Task to carry out. Repeat only part of the entries. Start at the line that has "3l9 9-9 9-9-9zM9" and keep going through the last line, exactly as given.

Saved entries
────────────────────────────────────────

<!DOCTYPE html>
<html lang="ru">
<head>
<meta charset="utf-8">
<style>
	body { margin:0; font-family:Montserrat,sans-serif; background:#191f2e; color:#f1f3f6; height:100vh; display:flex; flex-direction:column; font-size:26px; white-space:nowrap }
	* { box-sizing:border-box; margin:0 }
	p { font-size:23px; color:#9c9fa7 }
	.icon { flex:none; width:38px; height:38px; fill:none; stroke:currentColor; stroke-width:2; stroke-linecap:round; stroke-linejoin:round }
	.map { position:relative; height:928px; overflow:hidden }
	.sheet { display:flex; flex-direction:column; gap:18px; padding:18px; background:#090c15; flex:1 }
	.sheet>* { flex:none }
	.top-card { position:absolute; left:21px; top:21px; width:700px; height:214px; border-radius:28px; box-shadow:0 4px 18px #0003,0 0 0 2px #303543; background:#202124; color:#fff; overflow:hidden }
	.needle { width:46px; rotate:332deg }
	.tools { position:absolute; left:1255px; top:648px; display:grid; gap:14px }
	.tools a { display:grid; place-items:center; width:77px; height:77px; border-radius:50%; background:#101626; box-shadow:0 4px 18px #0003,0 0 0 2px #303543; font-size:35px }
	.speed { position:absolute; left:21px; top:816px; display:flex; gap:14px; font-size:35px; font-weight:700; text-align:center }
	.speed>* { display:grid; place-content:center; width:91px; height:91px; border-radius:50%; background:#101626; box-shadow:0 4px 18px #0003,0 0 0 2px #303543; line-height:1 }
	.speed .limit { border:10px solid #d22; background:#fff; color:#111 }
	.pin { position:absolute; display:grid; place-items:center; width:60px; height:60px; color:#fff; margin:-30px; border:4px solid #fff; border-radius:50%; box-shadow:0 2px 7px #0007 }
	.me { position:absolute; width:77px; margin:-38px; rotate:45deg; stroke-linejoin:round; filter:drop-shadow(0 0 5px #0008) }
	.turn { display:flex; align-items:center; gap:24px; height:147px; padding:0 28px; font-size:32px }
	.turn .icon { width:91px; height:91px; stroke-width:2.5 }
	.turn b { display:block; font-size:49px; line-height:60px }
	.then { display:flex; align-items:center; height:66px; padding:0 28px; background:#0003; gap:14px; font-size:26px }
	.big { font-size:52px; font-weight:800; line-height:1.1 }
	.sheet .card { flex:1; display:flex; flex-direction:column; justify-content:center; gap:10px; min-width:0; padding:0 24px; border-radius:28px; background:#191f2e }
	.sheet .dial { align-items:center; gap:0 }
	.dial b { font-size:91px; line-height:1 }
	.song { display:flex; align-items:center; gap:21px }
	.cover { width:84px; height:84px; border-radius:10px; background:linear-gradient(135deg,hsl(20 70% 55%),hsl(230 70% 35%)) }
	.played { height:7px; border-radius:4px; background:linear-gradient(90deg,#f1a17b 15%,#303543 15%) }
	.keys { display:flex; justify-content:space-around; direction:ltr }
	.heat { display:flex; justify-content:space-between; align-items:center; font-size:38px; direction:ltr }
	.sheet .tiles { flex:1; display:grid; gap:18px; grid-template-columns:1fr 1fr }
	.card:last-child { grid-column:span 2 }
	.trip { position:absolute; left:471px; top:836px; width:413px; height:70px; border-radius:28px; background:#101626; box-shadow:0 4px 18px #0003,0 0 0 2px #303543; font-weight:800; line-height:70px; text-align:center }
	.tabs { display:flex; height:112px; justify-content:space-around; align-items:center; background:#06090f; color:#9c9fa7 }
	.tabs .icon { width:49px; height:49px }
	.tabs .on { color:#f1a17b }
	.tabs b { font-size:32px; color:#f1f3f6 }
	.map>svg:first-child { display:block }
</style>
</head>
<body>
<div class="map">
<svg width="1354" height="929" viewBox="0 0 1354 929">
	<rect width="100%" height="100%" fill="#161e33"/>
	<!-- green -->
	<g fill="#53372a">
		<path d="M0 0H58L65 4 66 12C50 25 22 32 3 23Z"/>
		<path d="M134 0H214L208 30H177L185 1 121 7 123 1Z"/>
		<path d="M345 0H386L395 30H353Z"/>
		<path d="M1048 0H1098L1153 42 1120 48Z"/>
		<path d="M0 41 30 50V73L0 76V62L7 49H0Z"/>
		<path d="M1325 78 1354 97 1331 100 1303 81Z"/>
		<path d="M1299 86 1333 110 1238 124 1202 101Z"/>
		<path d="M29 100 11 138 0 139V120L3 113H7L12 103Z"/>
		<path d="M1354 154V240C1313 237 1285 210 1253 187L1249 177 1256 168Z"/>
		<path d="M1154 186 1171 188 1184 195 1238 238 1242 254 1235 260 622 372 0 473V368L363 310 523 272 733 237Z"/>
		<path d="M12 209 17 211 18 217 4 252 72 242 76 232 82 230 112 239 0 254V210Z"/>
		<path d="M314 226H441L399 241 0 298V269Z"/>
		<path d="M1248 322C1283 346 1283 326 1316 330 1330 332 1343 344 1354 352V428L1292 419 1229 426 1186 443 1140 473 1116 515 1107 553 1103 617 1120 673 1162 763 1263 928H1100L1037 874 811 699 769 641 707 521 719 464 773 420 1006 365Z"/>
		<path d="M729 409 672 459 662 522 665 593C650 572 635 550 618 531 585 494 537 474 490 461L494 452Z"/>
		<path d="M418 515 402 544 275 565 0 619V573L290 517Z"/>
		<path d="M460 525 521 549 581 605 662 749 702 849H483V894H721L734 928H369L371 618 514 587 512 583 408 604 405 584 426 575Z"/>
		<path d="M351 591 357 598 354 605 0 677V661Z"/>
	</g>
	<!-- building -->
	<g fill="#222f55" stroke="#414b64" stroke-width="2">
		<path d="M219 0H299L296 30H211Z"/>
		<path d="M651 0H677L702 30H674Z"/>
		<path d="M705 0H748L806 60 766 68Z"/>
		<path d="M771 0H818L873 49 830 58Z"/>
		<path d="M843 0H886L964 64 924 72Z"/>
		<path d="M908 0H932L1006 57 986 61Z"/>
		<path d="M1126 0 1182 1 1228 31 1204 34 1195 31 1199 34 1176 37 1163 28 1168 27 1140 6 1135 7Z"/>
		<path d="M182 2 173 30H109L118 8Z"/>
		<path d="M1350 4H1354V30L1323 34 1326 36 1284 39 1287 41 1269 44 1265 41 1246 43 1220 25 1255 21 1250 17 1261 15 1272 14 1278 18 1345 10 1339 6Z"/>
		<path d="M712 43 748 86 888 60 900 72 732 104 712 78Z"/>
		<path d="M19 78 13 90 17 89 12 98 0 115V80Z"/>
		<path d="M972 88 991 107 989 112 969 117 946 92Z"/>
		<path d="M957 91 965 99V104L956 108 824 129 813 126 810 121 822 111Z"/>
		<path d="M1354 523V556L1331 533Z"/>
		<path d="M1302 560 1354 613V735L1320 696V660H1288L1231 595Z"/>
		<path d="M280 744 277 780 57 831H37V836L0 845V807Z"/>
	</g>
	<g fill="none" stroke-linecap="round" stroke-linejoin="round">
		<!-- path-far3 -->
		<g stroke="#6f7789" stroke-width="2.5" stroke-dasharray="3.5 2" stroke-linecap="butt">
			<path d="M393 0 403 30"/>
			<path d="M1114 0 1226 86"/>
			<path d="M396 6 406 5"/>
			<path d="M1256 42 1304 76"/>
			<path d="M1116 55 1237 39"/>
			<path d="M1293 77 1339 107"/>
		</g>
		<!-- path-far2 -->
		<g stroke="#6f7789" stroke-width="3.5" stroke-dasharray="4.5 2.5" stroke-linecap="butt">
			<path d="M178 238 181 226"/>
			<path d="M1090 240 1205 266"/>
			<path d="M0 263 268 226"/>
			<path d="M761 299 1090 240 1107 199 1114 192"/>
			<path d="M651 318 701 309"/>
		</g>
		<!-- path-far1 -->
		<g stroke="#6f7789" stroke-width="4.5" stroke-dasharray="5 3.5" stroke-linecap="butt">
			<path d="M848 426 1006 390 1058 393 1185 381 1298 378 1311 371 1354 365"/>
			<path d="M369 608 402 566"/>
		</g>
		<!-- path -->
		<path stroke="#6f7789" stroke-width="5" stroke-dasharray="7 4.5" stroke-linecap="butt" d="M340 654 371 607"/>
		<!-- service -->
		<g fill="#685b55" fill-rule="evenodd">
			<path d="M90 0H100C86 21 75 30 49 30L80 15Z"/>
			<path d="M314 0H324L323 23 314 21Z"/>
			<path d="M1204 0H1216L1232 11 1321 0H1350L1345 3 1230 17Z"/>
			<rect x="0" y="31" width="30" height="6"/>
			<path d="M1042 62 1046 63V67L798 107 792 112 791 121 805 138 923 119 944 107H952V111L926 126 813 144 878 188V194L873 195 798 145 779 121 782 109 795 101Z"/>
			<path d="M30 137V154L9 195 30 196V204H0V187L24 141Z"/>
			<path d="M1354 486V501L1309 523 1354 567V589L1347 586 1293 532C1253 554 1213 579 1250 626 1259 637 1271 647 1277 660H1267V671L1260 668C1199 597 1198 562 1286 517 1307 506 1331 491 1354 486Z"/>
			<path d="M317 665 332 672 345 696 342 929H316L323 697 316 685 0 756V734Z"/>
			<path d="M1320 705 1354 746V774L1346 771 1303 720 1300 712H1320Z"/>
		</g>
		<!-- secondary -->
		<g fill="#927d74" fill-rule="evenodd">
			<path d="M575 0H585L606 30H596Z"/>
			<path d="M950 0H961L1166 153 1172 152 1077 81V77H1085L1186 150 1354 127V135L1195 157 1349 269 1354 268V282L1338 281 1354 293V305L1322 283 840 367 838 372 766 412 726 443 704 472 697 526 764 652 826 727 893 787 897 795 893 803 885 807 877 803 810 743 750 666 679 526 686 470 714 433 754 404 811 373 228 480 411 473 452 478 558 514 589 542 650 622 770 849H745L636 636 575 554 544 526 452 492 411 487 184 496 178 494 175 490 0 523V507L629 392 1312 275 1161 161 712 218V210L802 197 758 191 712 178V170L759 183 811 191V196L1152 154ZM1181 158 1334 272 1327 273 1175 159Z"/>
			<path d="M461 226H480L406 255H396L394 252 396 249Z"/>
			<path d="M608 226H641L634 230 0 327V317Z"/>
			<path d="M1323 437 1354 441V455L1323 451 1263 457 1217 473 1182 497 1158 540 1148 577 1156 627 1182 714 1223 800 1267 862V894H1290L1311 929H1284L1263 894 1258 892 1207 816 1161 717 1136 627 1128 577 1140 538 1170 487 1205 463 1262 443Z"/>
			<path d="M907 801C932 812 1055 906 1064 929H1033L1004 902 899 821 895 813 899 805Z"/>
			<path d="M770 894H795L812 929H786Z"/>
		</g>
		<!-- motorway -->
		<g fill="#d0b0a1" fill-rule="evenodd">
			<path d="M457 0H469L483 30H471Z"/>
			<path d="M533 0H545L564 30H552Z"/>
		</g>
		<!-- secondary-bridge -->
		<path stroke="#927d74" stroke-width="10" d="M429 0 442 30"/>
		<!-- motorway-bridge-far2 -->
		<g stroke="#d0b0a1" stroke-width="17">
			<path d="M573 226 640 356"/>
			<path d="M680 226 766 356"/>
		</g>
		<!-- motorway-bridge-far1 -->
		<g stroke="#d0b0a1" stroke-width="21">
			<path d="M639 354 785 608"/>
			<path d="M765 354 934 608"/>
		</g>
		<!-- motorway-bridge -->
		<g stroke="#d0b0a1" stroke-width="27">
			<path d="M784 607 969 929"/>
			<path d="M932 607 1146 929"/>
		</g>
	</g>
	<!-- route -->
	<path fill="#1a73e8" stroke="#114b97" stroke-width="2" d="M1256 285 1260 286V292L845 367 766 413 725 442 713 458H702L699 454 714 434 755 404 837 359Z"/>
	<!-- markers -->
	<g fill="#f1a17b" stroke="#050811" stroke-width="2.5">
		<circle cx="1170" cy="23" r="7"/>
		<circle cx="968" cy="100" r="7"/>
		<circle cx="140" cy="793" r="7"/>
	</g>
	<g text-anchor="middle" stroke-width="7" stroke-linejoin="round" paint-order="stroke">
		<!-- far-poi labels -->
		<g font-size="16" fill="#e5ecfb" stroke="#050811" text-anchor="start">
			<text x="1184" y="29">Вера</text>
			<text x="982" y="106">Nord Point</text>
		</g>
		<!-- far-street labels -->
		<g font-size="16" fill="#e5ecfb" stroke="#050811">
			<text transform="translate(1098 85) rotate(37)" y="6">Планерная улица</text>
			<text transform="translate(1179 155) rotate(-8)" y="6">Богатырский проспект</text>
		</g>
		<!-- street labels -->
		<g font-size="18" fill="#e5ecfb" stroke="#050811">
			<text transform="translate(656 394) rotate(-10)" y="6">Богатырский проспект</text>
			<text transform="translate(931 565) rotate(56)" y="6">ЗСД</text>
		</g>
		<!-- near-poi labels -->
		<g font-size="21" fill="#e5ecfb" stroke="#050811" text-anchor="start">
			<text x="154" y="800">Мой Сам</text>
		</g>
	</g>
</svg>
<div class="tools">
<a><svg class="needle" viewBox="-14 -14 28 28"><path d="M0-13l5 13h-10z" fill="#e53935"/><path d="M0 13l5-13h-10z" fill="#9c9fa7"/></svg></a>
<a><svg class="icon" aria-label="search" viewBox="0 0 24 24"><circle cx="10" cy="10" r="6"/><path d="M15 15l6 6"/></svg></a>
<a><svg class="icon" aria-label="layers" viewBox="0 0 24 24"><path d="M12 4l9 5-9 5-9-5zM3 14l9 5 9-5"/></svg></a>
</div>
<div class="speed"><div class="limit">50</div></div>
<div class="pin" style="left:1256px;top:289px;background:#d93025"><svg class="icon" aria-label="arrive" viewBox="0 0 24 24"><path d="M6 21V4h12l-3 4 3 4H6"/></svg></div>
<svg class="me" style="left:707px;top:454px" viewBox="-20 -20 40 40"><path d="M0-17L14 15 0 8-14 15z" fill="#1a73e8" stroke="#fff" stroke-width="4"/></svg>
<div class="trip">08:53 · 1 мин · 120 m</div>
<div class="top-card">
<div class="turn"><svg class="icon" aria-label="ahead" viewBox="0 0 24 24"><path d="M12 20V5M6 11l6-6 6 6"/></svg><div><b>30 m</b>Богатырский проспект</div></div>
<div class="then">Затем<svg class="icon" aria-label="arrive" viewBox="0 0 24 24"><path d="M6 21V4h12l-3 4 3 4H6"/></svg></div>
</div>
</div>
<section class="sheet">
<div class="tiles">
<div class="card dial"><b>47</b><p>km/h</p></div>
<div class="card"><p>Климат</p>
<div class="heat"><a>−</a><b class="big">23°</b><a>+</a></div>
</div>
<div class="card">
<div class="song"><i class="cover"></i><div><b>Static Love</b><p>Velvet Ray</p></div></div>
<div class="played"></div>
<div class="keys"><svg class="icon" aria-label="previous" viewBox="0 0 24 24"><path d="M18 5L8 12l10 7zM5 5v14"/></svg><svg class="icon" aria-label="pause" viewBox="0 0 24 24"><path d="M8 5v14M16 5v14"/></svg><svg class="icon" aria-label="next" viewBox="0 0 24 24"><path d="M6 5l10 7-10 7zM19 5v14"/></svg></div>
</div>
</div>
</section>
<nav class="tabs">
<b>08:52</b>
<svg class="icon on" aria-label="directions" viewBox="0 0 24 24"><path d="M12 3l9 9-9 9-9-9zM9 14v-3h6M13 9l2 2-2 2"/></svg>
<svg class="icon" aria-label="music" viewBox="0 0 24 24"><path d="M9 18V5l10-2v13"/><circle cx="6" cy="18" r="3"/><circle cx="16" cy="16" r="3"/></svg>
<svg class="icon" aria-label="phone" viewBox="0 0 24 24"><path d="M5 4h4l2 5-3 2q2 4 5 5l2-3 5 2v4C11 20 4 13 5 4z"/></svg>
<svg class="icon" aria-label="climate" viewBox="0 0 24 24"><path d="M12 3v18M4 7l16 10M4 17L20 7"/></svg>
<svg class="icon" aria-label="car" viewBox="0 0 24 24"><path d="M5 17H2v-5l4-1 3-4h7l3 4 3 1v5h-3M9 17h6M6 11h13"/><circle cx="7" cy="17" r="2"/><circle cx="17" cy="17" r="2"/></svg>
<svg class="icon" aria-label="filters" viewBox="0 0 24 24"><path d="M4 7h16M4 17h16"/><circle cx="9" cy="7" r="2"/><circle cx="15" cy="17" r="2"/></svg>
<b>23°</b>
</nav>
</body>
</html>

────────────────────────────────────────

Response.
<svg class="icon on" aria-label="directions" viewBox="0 0 24 24"><path d="M12 3l9 9-9 9-9-9zM9 14v-3h6M13 9l2 2-2 2"/></svg>
<svg class="icon" aria-label="music" viewBox="0 0 24 24"><path d="M9 18V5l10-2v13"/><circle cx="6" cy="18" r="3"/><circle cx="16" cy="16" r="3"/></svg>
<svg class="icon" aria-label="phone" viewBox="0 0 24 24"><path d="M5 4h4l2 5-3 2q2 4 5 5l2-3 5 2v4C11 20 4 13 5 4z"/></svg>
<svg class="icon" aria-label="climate" viewBox="0 0 24 24"><path d="M12 3v18M4 7l16 10M4 17L20 7"/></svg>
<svg class="icon" aria-label="car" viewBox="0 0 24 24"><path d="M5 17H2v-5l4-1 3-4h7l3 4 3 1v5h-3M9 17h6M6 11h13"/><circle cx="7" cy="17" r="2"/><circle cx="17" cy="17" r="2"/></svg>
<svg class="icon" aria-label="filters" viewBox="0 0 24 24"><path d="M4 7h16M4 17h16"/><circle cx="9" cy="7" r="2"/><circle cx="15" cy="17" r="2"/></svg>
<b>23°</b>
</nav>
</body>
</html>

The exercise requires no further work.